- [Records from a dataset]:
——
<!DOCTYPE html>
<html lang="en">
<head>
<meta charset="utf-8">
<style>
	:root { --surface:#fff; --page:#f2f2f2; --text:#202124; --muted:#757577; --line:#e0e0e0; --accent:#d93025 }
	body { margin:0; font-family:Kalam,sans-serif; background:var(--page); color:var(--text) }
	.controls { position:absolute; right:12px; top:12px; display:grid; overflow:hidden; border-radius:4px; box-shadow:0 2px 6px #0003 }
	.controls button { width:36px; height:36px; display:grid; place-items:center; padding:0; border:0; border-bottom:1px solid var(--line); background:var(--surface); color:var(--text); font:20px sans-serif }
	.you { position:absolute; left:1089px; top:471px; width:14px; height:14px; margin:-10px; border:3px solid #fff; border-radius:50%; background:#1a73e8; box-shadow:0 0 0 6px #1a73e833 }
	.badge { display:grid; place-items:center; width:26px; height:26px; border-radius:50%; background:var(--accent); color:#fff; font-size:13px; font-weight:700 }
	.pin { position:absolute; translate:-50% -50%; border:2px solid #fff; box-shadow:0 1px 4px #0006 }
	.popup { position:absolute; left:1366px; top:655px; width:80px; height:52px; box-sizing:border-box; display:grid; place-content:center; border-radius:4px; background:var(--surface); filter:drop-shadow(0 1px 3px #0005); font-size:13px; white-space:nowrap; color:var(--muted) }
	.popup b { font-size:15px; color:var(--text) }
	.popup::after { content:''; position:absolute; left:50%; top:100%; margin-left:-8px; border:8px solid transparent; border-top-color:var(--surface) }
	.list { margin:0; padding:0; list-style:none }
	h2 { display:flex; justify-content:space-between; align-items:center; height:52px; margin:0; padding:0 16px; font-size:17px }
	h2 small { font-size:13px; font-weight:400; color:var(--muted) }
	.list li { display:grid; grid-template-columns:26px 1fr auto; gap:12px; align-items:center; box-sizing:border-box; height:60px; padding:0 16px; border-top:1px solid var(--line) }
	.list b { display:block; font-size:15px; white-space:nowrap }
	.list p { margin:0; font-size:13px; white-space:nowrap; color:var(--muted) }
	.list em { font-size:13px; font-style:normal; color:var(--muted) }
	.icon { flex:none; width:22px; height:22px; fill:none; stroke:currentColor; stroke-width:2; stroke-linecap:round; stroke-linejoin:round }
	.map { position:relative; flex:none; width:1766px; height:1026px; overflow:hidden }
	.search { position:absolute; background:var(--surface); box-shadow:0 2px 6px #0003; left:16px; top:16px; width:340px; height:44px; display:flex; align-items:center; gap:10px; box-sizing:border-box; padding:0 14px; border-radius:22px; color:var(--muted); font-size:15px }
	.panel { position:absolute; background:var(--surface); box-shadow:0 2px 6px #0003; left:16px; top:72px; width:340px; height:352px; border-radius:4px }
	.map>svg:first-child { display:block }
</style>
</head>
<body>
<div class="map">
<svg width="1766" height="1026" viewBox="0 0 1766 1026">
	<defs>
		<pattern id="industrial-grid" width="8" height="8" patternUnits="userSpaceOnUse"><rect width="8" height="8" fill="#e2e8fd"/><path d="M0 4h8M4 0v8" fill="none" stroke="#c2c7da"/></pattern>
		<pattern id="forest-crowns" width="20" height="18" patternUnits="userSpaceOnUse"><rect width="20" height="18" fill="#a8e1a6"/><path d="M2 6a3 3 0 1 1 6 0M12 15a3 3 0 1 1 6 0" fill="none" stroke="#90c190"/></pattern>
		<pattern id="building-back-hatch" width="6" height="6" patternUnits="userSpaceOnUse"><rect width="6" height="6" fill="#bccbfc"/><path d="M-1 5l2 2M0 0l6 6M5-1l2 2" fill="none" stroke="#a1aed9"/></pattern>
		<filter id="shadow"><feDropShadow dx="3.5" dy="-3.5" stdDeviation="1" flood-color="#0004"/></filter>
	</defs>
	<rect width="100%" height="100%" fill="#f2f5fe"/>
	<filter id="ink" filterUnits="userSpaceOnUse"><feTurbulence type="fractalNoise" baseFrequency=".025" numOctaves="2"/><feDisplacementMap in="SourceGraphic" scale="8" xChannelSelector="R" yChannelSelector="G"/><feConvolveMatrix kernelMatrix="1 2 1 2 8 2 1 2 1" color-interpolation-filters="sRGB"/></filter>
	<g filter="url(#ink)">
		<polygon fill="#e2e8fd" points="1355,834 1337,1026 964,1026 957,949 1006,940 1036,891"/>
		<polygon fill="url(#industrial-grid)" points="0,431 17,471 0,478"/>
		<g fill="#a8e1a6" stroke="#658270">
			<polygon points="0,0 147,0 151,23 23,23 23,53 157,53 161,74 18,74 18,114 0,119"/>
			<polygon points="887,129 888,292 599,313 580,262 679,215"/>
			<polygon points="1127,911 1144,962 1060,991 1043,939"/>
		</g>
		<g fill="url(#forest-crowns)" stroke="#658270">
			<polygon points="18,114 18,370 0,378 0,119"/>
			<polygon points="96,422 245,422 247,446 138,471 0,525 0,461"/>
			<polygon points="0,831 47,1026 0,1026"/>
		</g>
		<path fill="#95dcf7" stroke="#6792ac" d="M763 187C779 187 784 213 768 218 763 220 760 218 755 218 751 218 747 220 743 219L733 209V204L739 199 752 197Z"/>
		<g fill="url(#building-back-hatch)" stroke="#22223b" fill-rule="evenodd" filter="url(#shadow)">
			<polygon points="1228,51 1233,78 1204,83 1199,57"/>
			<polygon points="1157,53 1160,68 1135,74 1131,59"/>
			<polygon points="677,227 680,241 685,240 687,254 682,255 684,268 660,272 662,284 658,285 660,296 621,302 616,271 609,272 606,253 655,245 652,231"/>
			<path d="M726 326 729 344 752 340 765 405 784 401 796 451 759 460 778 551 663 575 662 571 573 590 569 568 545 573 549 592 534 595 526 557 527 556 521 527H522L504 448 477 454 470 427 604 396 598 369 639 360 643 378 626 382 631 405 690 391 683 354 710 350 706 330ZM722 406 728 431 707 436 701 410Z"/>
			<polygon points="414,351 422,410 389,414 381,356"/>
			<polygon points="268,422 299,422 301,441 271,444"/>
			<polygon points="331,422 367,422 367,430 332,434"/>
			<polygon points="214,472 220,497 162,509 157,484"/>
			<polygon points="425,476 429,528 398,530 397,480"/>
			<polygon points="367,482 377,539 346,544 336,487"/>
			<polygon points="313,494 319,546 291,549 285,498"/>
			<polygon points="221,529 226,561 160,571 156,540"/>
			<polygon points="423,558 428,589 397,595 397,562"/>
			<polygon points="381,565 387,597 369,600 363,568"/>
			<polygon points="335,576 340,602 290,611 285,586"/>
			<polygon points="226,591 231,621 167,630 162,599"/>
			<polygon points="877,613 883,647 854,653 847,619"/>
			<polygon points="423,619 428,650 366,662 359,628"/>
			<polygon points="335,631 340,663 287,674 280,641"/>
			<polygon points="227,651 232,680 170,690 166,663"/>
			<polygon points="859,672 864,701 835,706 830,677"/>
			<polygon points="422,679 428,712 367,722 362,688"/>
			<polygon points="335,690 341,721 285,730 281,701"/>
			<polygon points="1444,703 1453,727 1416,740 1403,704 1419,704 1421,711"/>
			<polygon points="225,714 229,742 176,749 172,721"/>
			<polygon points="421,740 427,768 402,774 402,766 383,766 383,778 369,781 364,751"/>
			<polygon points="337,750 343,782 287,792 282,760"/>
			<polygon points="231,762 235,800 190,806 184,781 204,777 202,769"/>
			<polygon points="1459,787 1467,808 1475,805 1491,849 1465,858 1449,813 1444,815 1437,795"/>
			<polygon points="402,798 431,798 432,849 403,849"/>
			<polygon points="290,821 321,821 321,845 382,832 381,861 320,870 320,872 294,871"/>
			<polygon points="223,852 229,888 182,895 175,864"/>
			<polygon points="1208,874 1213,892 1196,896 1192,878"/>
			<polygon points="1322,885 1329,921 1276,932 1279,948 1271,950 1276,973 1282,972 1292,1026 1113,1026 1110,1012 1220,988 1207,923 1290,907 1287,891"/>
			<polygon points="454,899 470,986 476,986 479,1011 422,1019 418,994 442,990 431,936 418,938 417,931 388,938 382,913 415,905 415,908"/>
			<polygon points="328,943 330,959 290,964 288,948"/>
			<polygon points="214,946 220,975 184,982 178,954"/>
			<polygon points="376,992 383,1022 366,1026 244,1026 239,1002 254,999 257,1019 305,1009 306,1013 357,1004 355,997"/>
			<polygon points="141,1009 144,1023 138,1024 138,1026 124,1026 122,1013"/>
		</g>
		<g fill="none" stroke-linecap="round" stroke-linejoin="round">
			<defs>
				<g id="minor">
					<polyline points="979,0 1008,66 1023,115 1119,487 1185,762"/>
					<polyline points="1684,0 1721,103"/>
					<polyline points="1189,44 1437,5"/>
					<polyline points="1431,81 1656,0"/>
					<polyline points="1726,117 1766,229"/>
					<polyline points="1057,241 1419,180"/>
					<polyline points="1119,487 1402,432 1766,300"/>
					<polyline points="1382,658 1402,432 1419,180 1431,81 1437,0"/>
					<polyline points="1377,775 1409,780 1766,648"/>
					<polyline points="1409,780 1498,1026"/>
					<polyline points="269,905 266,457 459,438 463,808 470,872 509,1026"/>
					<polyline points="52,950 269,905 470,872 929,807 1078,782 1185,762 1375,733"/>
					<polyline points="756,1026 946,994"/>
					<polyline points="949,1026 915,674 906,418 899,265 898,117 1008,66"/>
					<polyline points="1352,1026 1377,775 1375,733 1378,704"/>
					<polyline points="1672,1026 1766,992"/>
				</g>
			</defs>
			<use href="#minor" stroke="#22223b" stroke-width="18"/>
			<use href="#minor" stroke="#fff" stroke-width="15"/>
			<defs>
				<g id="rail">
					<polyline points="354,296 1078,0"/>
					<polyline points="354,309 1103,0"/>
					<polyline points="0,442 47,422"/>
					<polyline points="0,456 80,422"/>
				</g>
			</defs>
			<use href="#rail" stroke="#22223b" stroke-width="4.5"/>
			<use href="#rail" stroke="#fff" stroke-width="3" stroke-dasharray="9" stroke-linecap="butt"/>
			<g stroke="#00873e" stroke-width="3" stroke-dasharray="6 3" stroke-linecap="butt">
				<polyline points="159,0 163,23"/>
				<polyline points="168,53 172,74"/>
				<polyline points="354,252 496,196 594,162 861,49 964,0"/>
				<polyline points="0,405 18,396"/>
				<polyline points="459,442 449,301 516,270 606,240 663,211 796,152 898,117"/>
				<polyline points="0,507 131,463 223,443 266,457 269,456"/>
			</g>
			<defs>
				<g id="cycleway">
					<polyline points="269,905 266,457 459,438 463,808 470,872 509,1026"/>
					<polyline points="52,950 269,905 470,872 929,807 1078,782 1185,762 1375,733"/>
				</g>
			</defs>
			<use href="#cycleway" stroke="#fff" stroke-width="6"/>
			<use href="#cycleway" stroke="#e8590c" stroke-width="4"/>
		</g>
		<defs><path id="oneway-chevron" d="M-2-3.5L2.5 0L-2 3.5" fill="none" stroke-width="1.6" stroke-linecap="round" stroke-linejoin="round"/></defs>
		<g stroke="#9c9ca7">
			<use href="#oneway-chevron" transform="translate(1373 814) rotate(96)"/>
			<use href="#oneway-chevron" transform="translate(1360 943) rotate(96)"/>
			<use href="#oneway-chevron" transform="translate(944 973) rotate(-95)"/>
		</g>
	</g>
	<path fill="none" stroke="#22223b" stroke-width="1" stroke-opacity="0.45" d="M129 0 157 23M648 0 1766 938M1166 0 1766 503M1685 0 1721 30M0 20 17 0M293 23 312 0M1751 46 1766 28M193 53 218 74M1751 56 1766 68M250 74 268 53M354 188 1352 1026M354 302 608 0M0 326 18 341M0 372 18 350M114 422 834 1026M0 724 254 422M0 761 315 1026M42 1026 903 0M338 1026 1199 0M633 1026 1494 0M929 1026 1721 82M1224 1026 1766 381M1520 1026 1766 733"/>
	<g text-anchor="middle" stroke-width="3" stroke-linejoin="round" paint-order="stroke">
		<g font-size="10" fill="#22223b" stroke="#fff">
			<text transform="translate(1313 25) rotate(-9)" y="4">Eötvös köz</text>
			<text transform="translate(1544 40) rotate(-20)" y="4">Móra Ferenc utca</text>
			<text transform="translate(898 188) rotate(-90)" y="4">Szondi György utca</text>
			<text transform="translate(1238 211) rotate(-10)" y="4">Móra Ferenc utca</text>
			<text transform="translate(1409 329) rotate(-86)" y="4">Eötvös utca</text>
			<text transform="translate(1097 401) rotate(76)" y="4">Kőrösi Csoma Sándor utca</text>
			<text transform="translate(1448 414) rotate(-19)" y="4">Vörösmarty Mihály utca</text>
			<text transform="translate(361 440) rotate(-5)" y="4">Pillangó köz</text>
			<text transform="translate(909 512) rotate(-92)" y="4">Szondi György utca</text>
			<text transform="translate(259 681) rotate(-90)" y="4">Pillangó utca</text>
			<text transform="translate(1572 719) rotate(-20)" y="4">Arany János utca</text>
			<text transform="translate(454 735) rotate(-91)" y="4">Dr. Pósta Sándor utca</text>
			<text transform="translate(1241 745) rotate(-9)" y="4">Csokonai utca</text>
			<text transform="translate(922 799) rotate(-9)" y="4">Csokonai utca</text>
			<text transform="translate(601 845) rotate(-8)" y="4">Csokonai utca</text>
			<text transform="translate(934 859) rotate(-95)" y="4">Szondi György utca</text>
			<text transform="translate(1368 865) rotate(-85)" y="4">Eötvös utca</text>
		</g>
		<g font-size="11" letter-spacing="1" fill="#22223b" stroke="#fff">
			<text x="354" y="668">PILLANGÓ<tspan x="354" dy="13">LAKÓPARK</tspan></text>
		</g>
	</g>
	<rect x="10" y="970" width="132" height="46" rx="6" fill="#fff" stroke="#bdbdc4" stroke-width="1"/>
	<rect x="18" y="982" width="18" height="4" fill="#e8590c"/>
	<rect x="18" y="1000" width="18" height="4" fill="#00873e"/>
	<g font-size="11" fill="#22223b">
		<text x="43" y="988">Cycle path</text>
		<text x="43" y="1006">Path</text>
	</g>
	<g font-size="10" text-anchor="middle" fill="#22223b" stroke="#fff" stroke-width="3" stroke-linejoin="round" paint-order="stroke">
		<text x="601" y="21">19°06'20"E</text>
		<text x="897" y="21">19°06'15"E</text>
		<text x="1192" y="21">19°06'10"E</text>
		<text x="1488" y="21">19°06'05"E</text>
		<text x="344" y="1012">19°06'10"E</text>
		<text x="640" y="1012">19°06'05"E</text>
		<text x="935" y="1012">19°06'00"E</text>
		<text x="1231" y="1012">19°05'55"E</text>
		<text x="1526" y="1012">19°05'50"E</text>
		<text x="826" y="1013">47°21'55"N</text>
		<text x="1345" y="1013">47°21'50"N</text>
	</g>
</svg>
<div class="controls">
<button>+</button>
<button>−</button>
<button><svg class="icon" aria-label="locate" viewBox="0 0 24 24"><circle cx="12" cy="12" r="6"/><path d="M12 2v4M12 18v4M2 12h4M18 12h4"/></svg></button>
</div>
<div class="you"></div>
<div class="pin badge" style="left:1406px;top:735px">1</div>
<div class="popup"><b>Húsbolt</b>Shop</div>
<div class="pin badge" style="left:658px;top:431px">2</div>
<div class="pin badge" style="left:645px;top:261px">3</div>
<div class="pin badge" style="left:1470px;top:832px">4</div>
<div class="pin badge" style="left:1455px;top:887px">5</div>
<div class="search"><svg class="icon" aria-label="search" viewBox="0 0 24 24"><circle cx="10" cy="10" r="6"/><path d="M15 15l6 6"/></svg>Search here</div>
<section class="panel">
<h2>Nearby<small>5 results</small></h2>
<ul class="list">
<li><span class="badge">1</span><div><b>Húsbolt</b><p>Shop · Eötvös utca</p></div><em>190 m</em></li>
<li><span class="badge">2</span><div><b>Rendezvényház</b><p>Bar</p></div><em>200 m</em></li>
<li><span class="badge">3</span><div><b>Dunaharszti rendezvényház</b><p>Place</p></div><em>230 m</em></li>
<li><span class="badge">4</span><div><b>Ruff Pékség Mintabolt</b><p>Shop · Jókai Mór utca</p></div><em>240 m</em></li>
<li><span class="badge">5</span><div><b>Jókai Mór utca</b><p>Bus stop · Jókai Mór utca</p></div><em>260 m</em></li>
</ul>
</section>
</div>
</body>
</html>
——
- [INSTRUCTIONS TO FOLLOW]: Whenever a line in the data holds "weight", copy that line.

- [EXERCISE OUTPUT]:
	.badge { display:grid; place-items:center; width:26px; height:26px; border-radius:50%; background:var(--accent); color:#fff; font-size:13px; font-weight:700 }
	h2 small { font-size:13px; font-weight:400; color:var(--muted) }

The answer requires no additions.